In view of parameter-free and easy, ED and its variants become the most straightforward methods for time series classification (Ding et al., 2008). However, ED has been forcibly shown to be extremely brittle as its sensitivity to distortions in time axis (Esling and Agon, 2012; Ding et al., 2008).

To handle time warping, Dynamic Time Warping (DTW) was introduced in time series classification, which allowed a time series to be "stretched" or "compressed" to provide a better match with another time series (Berndt and Clifford, 1994). But the main problem with DTW is its high computational complexity O(n2) (Keogh and Ratanamahatana, 2005). To get rid of its limitation, several lower bounding techniques have been introduced to speed up the computation of DTW (Keogh and Ratanamahatana, 2005; Keogh et al., 2006; Jeong et al., 2011). The famous one is LB_keogh (Keogh and Ratanamahatana, 2005; Keogh et al., 2006) with the complexity O(n). At the same time, it has been shown that LB_keogh improves the accuracy of DTW through discarding the pathological matching (Ratanamahatana and Keogh, 2004). Whereas, for LB_keogh, the defect is the non-applicability at complex time series owning different amounts of peaks and valleys. Therefore, aligning some of them does not fully solve the problem of local distortions.

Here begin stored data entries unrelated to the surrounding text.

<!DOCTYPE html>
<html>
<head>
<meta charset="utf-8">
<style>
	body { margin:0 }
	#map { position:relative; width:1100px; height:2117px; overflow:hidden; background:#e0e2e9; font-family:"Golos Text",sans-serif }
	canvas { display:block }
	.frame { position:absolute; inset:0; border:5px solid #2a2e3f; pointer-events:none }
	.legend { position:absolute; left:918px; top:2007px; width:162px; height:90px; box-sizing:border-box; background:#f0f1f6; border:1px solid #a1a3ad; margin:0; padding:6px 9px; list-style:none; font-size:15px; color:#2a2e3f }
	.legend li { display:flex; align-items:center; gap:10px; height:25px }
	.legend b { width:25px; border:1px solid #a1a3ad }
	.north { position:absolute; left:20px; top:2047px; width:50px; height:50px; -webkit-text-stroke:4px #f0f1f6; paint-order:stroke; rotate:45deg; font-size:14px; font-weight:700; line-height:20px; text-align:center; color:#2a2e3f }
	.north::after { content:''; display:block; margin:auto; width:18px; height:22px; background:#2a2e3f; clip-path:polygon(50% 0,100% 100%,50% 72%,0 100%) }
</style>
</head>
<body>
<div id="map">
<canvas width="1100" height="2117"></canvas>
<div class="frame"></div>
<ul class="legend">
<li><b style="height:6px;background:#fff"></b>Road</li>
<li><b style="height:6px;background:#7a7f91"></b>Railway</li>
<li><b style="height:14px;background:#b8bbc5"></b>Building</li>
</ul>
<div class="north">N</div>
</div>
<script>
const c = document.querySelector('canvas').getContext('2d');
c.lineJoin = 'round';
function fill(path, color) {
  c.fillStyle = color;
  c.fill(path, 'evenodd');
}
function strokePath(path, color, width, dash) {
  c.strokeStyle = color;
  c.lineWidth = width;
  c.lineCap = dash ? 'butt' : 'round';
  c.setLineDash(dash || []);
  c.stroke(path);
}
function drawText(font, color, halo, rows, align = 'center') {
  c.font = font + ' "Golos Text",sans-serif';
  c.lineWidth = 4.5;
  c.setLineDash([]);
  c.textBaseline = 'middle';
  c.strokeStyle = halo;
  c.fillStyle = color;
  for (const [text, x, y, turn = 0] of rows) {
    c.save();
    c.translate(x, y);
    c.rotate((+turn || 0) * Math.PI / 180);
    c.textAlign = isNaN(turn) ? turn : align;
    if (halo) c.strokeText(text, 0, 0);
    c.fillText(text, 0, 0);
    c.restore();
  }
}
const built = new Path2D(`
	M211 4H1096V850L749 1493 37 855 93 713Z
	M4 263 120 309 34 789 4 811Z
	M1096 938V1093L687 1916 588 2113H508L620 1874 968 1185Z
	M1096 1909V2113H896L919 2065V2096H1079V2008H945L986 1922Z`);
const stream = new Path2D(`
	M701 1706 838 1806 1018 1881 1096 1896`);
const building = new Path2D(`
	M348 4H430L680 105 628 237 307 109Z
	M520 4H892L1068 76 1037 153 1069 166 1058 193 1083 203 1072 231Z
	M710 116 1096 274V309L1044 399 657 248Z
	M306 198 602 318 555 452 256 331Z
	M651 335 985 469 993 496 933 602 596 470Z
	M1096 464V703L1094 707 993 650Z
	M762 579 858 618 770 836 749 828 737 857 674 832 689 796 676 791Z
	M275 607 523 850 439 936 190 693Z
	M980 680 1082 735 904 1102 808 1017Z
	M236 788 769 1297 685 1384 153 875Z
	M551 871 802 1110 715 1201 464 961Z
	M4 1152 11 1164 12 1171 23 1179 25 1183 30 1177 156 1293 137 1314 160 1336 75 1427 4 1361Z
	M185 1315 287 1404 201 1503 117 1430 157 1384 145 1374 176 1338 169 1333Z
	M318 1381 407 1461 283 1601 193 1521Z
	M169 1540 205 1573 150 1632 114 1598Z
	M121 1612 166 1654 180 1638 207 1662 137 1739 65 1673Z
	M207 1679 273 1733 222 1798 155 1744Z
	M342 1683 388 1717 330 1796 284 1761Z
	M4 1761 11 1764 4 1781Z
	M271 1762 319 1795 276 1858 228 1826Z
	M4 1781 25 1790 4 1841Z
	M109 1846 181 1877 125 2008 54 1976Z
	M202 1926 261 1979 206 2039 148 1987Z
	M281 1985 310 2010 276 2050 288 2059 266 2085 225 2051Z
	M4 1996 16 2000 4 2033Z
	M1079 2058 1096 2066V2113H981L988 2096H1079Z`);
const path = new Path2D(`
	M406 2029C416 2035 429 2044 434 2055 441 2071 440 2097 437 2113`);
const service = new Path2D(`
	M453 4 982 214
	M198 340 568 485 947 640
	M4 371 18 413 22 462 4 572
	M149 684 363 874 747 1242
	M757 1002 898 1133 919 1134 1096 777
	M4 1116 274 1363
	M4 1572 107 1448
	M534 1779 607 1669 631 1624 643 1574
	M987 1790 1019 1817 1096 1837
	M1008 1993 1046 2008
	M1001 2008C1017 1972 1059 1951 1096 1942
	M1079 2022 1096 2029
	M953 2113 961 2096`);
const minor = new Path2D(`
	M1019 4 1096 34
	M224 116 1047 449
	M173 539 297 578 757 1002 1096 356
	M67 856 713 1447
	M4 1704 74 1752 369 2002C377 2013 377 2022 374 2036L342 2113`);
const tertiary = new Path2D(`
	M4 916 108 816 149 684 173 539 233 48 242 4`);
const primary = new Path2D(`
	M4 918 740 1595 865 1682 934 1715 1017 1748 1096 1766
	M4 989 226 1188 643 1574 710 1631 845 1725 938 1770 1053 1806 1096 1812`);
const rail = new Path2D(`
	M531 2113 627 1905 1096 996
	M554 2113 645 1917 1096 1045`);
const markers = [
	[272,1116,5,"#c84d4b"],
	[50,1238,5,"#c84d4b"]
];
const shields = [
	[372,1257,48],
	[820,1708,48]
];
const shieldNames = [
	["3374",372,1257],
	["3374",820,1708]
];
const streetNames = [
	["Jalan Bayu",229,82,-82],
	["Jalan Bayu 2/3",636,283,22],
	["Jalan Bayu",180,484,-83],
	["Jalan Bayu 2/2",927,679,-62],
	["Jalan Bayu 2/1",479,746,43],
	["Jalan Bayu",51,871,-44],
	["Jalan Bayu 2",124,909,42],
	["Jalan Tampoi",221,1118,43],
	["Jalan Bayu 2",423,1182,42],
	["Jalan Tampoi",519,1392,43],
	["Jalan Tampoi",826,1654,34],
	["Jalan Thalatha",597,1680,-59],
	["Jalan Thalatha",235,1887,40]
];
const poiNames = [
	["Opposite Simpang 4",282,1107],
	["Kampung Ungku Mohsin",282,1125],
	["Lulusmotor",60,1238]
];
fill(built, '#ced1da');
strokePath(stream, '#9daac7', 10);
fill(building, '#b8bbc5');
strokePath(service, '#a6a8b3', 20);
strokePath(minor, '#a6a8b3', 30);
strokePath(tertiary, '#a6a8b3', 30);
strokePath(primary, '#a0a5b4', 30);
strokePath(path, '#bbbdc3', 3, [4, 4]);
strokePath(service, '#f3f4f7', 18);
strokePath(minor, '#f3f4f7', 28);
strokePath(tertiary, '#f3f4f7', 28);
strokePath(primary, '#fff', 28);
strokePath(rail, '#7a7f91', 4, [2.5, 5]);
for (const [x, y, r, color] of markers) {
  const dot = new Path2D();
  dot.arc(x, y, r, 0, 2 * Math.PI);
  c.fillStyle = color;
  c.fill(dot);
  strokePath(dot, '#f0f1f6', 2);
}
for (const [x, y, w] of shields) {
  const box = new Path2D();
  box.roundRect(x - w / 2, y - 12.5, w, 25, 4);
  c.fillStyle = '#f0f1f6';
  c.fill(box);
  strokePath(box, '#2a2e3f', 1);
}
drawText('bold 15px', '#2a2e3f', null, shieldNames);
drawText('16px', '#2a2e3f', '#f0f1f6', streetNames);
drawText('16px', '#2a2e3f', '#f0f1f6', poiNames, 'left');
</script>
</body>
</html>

Recently, CID was firstly introduced (Batista et al., 2012). It is a simple and parameter-free method to mitigate the problem that pairs of complex objects, which subjectively may seem to be very similar, tended to be further apart under current distance measures. However, CID may lose effectiveness in dealing with global scaling.

This is easy to discovery that the common shortcoming of the mentioned similarity methods is they merely tolerate one or two distortions. By contrast, the similar sequences in real time series classification always appear in diverse kinds of distortions. Consequently, it is unsurprising that the precision of time series classification based on these similarity methods remains unsatisfied. Under such circumstances, to increase the accuracy needs to design a similarity method for putting up with more deformations (Esling and Agon, 2012; Jeong et al., 2011).

In this paper, we propose a novel similarity measure (SIMscl) combining global and local information. Our method is robust in multiple distortions. The major contributions of this paper are the following:

  • We introduce a feature exaction model for time series to capture the shape information of different scales. The shape information is separated out through multi-scale discrete haar wavelet transform, key point extraction, and symbolization. Symbolization play a major role in dimensionality reduction. Multi-scale discrete haar wavelet transform and key point extraction retain the essential characteristics of the original time series.
  • Based on the shape information of different scales, SIMshape is designed first. Furthermore, to strengthen the performance of SIMshape, we bring in two calibration factors in similarity criterion: the complexity and the local information. Specifically, the complexity reduces the influence of the distortions in a high degree; the local information is with an eye to the exact match of the corresponding value, which makes up the comparison in local information overlooked by SIMshape. In the end, SIMscl, as the enhancement of SIMshape, is taken out to find the homomorphic sequences in 1NN time series classification.

The rest of the paper is organized as follows. The proposed method is presented in Section 2. Experimental results and the corresponding analyses are given in Section 3. Finally, conclusions are made in Section 4.

II. METHODS

The shape information extraction method and the new similarity measure SIMscl are two main aspects of the proposed scheme. A detailed description of these two parts is given in the following subsections.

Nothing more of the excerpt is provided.